Tak czy inaczej kilka pojęć prawnych, których ojcostwo przyznajemy Rzymianom, łatwo wyda się dorobkiem bardzo mizernym i prymitywnym w porównaniu z, patrząc wstecz, bogactwem Greków, a patrząc wprzód – rozwiniętą formą, jaką owe elementy przybrały w dalszym biegu dziejów Europy. Kiedy więc próbujemy uchwycić treść rzymskiego doświadczenia, otrzymujemy tylko znikczemniałą transpozycję tego, co greckie, albo prymitywny jeszcze zawiązek czegoś, co średniowieczne lub nowożytne. Rzymianin z tego punktu widzenia wygląda tylko jak ktoś, komu udało się spełnić ten paradoks, by być zarazem dekadenckim i prymitywnym.
Najsurowsi sędziowie przyznają rzymskości zaledwie to, że upowszechniła bogactwa hellenizmu i pozwoliła im dotrwać do naszych czasów. Jednak wszystko się zmienia, kiedy przestajemy szukać treści doświadczenia rzymskiego gdzie indziej, poza owym przekazywaniem. To niewiele, co uznajemy jako swoiste dla Rzymu, jest może całym Rzymem. Struktura przekazywania treści, która nie jest treścią własną, to jest właśnie prawdziwa treść. Rzymianie tylko przekazywali, ale to nie jest byle co. Nie wnieśli nic nowego w stosunku do dwóch ludów twórczych, greckiego i hebrajskiego. Ale wnieśli właśnie nowość. Wnieśli nowość jako taką. To, co dla nich było dawne, wnieśli jako nowe.
Lud wyruszający
Otóż twierdzę, że taki sposób wniesienia czegoś nie jest czysto przypadkowy i mimowolny, że nie jest skutkiem historycznego trafu. Moim zdaniem stanowi on samo sedno doświadczenia rzymskiego. Upowszechnienie spuścizny greckiej i hebrajskiej znalazło bowiem w Rzymie warunki szczególnie sprzyjające. Można spróbować opisać to doświadczenie. Zrobię to nie siląc się na obiektywność, lecz – przeciwnie – skupiając się na kilku cechach związanych z moim tematem.
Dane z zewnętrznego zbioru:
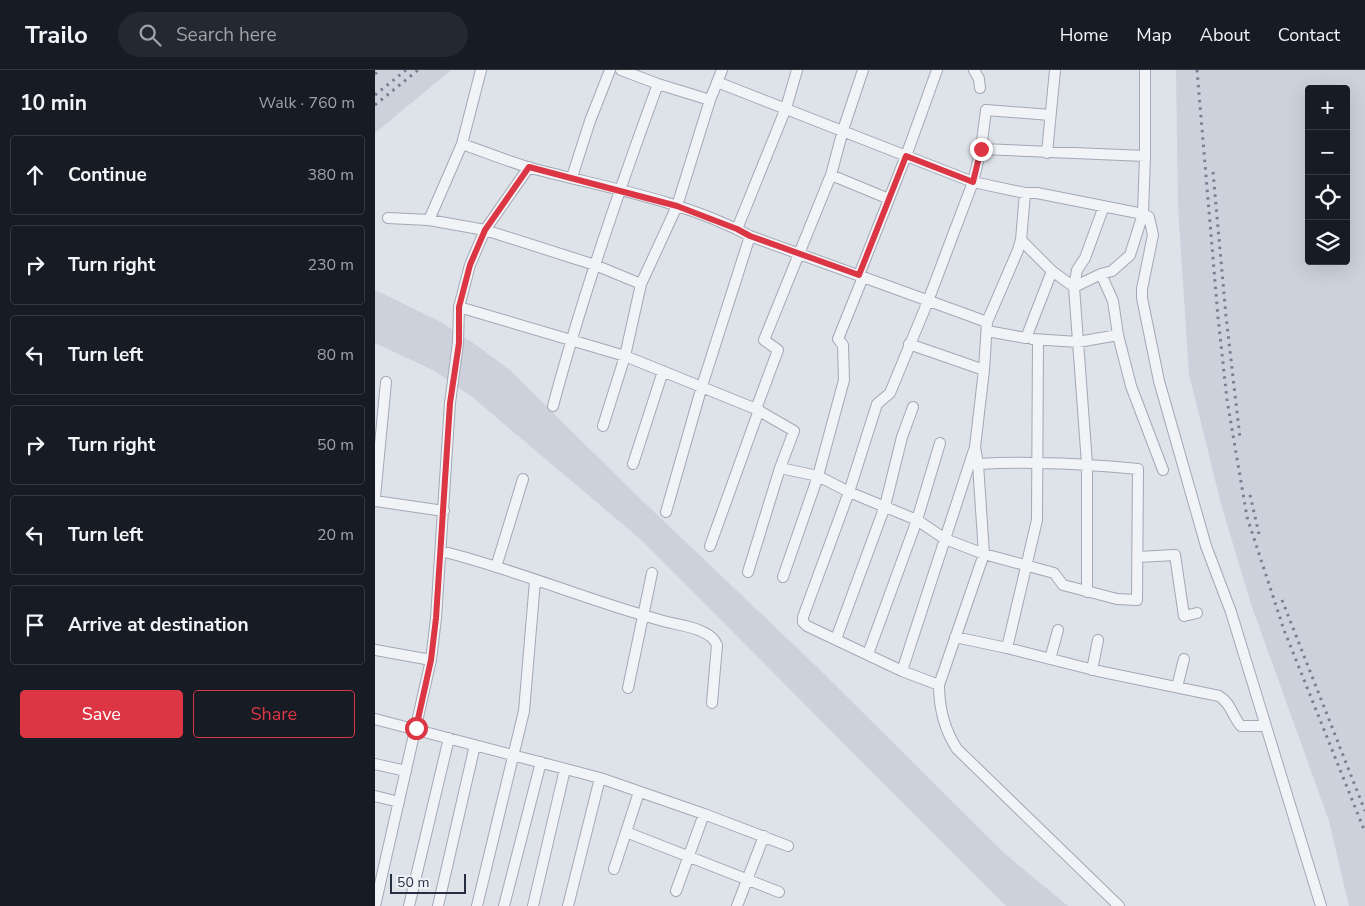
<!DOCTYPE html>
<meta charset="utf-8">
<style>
body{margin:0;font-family:"Nunito Sans",sans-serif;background:#242831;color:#f1f3f6}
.controls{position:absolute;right:15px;top:15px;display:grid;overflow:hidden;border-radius:5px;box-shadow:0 5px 20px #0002}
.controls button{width:45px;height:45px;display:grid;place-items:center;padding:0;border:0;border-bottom:1px solid #363941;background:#171b24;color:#f1f3f6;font:25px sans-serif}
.scale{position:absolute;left:15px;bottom:12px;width:76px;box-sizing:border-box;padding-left:5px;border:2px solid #262e42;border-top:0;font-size:14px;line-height:18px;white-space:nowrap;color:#262e42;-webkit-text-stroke:4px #eef1f7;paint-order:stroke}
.stop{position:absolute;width:15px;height:15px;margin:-11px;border:4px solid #dc3645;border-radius:50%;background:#fff}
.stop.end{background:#dc3645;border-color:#fff;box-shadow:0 1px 5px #0008}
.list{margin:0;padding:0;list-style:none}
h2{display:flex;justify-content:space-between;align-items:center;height:65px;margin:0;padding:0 20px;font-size:21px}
h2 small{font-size:16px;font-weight:400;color:#9ea1a6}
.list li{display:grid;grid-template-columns:32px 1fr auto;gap:15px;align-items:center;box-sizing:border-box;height:80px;margin:0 10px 10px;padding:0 10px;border:1px solid #363941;border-radius:5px}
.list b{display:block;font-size:19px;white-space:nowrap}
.list em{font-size:16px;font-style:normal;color:#9ea1a6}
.actions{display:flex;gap:10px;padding:15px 20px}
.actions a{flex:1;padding:11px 0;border:1px solid #dc3645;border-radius:5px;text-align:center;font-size:18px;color:#dc3645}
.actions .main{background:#dc3645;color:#fff}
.icon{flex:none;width:28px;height:28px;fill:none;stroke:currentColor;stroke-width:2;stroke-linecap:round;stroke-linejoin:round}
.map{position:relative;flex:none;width:990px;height:836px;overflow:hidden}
header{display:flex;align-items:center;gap:30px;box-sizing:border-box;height:70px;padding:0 25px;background:#171b24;border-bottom:1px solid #363941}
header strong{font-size:24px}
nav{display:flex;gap:28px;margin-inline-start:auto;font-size:18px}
.search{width:350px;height:45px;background:#242831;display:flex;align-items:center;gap:12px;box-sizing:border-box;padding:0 18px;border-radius:28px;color:#9ea1a6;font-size:19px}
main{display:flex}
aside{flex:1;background:#171b24}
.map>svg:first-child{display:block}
.built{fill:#ccd1dc;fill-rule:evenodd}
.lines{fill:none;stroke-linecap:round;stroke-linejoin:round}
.minor-casing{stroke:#a3a8b4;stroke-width:12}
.minor{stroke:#f2f3f7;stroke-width:10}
.rail{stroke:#768095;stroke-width:3;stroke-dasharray:2.5 5;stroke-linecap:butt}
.route{stroke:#dc3645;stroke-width:6}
</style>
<header>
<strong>Trailo</strong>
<div class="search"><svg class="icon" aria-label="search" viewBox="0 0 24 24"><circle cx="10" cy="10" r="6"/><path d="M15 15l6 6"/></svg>Search here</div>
<nav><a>Home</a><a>Map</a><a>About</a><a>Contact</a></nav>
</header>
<main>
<aside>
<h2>10 min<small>Walk · 760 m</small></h2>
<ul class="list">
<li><svg class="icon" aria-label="ahead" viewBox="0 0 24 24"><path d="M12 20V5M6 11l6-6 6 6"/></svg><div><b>Continue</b></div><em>380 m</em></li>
<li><svg class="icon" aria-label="right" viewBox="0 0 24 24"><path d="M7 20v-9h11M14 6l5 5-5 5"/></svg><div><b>Turn right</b></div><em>230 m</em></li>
<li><svg class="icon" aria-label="left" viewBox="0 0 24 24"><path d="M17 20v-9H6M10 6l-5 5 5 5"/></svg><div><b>Turn left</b></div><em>80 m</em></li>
<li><svg class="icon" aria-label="right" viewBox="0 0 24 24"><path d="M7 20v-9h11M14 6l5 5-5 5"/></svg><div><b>Turn right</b></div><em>50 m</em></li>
<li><svg class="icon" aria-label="left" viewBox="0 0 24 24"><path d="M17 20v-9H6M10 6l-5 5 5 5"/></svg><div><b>Turn left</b></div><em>20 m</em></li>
<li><svg class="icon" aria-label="arrive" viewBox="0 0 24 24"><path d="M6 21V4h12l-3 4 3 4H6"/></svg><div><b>Arrive at destination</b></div></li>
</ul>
<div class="actions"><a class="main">Save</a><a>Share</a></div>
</aside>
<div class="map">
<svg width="990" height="836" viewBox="0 0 990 836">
<rect width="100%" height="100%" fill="#dee2e9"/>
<path class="built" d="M0,0H76L0,63Z
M801,0H990V836H974L954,751L876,534L846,434L814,304L803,136ZM934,19H971V191H934Z
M0,220L64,251L101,275L136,301L255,419L440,595L629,783L693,836H631L264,468L96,326L60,301L0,273Z"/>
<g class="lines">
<g class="minor-casing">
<path id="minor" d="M246,0L283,14L335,30
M599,0L604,9L605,18
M342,12L598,112L650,123H662L768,144L774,147L778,165L767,219V228L784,311L831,476L856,542L946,836
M87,74C110,82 132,91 156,98C227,117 309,130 375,166L612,252
M606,79L770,86
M672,83L680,0
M456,105L514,129
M197,107L215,51L235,0
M650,123L646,170L677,201L699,217
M13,148L54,150L87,74L106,0
M54,150L110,160L220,195L266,214
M362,159L411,38L422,0
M646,170L643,180L612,252L609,300L600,377L603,394L609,484L564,615C564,639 569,659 582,679L744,836
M726,204L738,231L743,265L756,316L788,400
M484,205L531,86L562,0
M699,217L726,204L737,201L755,185L768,144L770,86V0
M84,237L250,286L381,339L419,361L405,398L443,406L474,422L542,450L570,469L609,484L679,503L688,515L742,529L762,530L763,399C710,394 656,391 603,394
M612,261L651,268L677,201
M657,269L703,272L743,265
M534,274L609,300
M178,336C207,227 244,120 283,14
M381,339L403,280L389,270L456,105L468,60L488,0
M228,356L250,286L266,214L302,136L335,30L347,0
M258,394L288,301
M0,427L11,312
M0,431L69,441
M291,442L327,316L375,166
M335,476L384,340
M66,481C143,500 216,532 292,552C308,556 336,559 342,575L337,633
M763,487L800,485L809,546L822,543
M121,497L148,409
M373,502L405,398
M408,507L443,406L469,310L468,275L463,269L488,207
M712,522V394L699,217L702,200L710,188L729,136
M580,567L632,578L723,601L844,626C856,633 857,646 866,656H891
M461,569L510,436L527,367L538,337
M632,578L662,450L663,271
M0,580L56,590
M493,584L542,450L565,373
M675,589L683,560
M717,600L723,570
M527,601L599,380
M564,615L527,601L432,556L428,552V547L474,422L502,334L515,323L553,231L598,112L606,79L611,40L675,45
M802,617L809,589
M253,618L277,503
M0,649L225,708L329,744L413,776
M0,694L31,701
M0,726L24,732
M251,762L404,822
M239,799L264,722
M301,821L329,744
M0,836L56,590L61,548L75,333L83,273L84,237L95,195L110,160L154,97
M34,836L74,668
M63,836L100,675
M102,836L149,641L160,511
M129,836L166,692
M158,836L190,699
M193,836L225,708
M362,836L389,766"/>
</g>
<use href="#minor" class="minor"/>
<path class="rail" d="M822,0L843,247L852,330L872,447L909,560L990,762
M0,4L5,0
M0,25L31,0
M0,35L43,0
M838,102L851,246L865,368
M875,425L884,464
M907,530L990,741"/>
</g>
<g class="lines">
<path class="route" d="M41,658L56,590L61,548L75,333L84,273V237L95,195L110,160L154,97L302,136L362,159L375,166L484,205L531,86L598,112L606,79"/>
</g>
</svg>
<div class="controls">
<button>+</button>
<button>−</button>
<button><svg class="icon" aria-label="locate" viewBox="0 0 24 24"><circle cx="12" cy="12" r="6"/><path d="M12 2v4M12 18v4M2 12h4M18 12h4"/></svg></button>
<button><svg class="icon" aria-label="layers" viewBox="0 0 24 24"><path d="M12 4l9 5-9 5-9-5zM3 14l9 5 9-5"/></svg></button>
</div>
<div class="scale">50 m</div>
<div class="stop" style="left:41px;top:658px"></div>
<div class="stop end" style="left:606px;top:79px"></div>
</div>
</main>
Doświadczenie rzymskie jest przede wszystkim doświadczeniem przestrzeni. Świat jest tu widziany z punktu widzenia podmiotu, który, wychylając się w przód, zapomina, co znajduje się za nim. Taki sposób widzenia ma odbicie w oglądzie rzeczywistości sugerowanym przez język. Na przykład to samo słowo (altus) oznacza zarówno „wysoki”, jak i „głęboki” – język utrwalił bowiem dystans w stosunku do mówiącego, a nie sytuację w konkretnej, zorientowanej przestrzeni. To, co nazywamy skrzyżowaniem (czterech dróg), łacina widzi jaki trivium (trzy drogi); my patrzymy na powierzchnię z góry i widzimy cztery kierunki, Rzymianin natomiast nie widzi, skąd przybywa. Ktoś mógł stwierdzić, że ten sam sposób widzenia objawiał się w sztuce: świątynia grecka jest zbudowana tak, by można ją było obejść wokoło, a świątynia rzymska to wejście wybite w nieprzebytym murze. O ile posąg grecki jest zrobiony tak, by można było go oglądać z każdej strony, bo postać jest przedstawiona w spoczynku, posąg rzymski przedstawia postać idącą[19].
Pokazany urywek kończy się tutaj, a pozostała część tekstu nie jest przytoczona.